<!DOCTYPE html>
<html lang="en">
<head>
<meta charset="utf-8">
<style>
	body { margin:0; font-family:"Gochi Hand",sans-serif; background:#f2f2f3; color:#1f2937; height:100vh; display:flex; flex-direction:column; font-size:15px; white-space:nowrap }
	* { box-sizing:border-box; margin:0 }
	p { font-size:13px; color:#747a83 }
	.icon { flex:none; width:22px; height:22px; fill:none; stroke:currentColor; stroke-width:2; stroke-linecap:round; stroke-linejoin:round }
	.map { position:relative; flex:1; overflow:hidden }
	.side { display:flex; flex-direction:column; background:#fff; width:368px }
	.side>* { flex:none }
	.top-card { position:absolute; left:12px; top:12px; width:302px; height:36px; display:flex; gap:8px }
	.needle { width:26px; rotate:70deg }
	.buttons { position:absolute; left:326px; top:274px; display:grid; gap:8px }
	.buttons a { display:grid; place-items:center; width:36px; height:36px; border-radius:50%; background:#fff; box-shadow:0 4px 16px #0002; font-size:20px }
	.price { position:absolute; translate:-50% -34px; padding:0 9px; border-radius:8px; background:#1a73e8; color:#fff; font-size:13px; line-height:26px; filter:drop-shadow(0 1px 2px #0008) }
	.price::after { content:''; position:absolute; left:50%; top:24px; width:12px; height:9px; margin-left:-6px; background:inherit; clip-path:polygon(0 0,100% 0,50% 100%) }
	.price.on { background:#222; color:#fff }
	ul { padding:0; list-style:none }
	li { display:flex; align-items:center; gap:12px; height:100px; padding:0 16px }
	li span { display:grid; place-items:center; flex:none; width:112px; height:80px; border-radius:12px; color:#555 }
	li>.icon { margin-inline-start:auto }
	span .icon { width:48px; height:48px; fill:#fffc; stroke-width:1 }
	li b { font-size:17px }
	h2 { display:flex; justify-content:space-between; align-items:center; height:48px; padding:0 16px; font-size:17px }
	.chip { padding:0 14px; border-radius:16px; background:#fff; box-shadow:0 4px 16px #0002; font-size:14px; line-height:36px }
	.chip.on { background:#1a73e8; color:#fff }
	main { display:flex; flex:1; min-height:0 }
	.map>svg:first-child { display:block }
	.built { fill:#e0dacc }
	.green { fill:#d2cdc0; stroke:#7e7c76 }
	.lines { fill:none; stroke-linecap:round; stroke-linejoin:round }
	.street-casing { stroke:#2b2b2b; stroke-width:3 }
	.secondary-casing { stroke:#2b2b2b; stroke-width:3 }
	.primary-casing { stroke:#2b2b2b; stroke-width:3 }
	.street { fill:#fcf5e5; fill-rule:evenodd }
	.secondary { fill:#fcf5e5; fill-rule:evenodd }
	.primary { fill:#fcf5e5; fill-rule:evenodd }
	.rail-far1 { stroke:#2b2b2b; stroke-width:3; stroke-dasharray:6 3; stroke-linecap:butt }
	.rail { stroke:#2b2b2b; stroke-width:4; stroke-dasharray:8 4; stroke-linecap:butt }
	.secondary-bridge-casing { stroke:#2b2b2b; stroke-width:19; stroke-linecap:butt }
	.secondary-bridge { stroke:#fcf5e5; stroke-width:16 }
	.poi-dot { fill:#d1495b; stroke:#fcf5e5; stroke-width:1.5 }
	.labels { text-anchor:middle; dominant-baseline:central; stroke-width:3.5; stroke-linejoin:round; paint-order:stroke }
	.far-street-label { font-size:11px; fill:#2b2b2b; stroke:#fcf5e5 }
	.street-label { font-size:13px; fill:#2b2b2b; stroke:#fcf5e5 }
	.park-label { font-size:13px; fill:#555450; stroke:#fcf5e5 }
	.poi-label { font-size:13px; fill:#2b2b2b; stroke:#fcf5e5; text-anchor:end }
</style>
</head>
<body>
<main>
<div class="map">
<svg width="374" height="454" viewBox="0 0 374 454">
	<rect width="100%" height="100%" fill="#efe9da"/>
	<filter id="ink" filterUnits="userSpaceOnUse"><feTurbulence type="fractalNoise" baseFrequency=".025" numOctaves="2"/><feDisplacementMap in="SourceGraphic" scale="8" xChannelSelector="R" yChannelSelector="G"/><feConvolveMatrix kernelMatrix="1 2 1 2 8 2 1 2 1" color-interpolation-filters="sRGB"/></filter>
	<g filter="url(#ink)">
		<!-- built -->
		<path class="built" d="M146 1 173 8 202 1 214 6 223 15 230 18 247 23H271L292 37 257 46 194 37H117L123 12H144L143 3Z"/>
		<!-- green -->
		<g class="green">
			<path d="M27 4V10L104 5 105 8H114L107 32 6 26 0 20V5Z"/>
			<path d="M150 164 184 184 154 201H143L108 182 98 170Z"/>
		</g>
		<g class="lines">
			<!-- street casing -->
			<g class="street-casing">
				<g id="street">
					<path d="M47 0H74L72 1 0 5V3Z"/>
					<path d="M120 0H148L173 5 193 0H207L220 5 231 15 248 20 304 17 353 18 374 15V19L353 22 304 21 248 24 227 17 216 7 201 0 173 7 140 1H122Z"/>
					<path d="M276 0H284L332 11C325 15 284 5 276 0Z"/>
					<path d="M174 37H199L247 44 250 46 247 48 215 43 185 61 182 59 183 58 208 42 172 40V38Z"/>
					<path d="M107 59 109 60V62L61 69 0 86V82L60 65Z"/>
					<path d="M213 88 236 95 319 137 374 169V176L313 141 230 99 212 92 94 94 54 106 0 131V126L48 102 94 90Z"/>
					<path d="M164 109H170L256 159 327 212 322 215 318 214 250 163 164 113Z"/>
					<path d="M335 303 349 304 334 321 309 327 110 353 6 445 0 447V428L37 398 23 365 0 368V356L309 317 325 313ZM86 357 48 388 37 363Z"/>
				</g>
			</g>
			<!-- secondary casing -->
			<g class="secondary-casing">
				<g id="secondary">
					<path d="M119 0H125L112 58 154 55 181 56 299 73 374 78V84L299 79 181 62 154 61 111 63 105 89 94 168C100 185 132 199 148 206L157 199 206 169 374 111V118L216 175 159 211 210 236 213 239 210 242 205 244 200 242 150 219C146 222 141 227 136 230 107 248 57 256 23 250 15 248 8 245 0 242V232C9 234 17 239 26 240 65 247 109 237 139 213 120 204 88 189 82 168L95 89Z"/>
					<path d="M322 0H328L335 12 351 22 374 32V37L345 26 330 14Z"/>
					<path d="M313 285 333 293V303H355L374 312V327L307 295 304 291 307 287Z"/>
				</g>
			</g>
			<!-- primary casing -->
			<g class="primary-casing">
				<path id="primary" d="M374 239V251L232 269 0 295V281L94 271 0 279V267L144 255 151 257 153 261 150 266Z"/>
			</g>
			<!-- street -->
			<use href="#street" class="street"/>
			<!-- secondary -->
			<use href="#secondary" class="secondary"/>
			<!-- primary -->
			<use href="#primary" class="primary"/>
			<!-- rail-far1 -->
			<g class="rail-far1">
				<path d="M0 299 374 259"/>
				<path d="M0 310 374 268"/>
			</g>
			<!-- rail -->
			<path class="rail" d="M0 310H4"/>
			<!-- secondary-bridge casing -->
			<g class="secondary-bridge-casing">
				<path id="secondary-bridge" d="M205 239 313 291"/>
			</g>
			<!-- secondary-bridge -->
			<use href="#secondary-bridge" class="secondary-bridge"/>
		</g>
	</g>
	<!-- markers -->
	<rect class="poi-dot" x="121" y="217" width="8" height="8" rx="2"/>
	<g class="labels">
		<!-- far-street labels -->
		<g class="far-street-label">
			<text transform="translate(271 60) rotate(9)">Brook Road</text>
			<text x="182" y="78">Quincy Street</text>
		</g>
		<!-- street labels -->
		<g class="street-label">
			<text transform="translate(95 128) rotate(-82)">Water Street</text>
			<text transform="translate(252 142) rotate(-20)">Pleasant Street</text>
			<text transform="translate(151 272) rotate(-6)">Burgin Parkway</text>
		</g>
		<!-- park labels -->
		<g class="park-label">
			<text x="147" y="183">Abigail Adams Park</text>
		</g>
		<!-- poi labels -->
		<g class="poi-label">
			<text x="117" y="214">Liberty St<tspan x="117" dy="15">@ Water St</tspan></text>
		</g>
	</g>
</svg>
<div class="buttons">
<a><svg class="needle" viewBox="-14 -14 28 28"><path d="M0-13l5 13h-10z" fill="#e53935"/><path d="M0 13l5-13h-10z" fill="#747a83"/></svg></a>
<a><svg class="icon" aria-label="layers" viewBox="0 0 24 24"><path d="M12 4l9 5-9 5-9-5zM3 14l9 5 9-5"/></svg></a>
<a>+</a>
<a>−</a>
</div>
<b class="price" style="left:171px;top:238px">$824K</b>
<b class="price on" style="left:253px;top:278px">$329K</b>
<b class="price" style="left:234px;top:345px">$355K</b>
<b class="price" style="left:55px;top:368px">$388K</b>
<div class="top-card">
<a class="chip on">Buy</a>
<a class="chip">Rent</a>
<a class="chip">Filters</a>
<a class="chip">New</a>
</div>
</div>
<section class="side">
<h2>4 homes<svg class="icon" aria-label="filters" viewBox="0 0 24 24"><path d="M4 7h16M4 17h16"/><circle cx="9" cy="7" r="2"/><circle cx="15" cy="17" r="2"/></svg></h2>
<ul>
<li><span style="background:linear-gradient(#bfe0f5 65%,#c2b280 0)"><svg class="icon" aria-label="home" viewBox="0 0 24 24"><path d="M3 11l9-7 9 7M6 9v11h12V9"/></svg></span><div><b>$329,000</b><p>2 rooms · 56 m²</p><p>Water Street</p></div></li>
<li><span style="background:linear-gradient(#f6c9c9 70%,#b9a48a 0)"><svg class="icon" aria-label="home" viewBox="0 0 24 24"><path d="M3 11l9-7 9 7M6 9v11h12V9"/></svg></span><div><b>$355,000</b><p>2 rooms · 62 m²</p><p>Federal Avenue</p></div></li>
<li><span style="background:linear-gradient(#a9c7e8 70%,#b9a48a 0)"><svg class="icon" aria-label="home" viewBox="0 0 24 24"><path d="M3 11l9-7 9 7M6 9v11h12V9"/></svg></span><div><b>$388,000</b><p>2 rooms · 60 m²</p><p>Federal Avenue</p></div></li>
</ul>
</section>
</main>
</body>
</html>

◆ ◆ ◆ ◆ ◆ ◆ ◆

--- EXERCISE DETAILS ---
Using the listing, filter for "padding" and return the matching lines.

--- EXERCISE RESULT ---
	.price { position:absolute; translate:-50% -34px; padding:0 9px; border-radius:8px; background:#1a73e8; color:#fff; font-size:13px; line-height:26px; filter:drop-shadow(0 1px 2px #0008) }
	ul { padding:0; list-style:none }
	li { display:flex; align-items:center; gap:12px; height:100px; padding:0 16px }
	h2 { display:flex; justify-content:space-between; align-items:center; height:48px; padding:0 16px; font-size:17px }
	.chip { padding:0 14px; border-radius:16px; background:#fff; box-shadow:0 4px 16px #0002; font-size:14px; line-height:36px }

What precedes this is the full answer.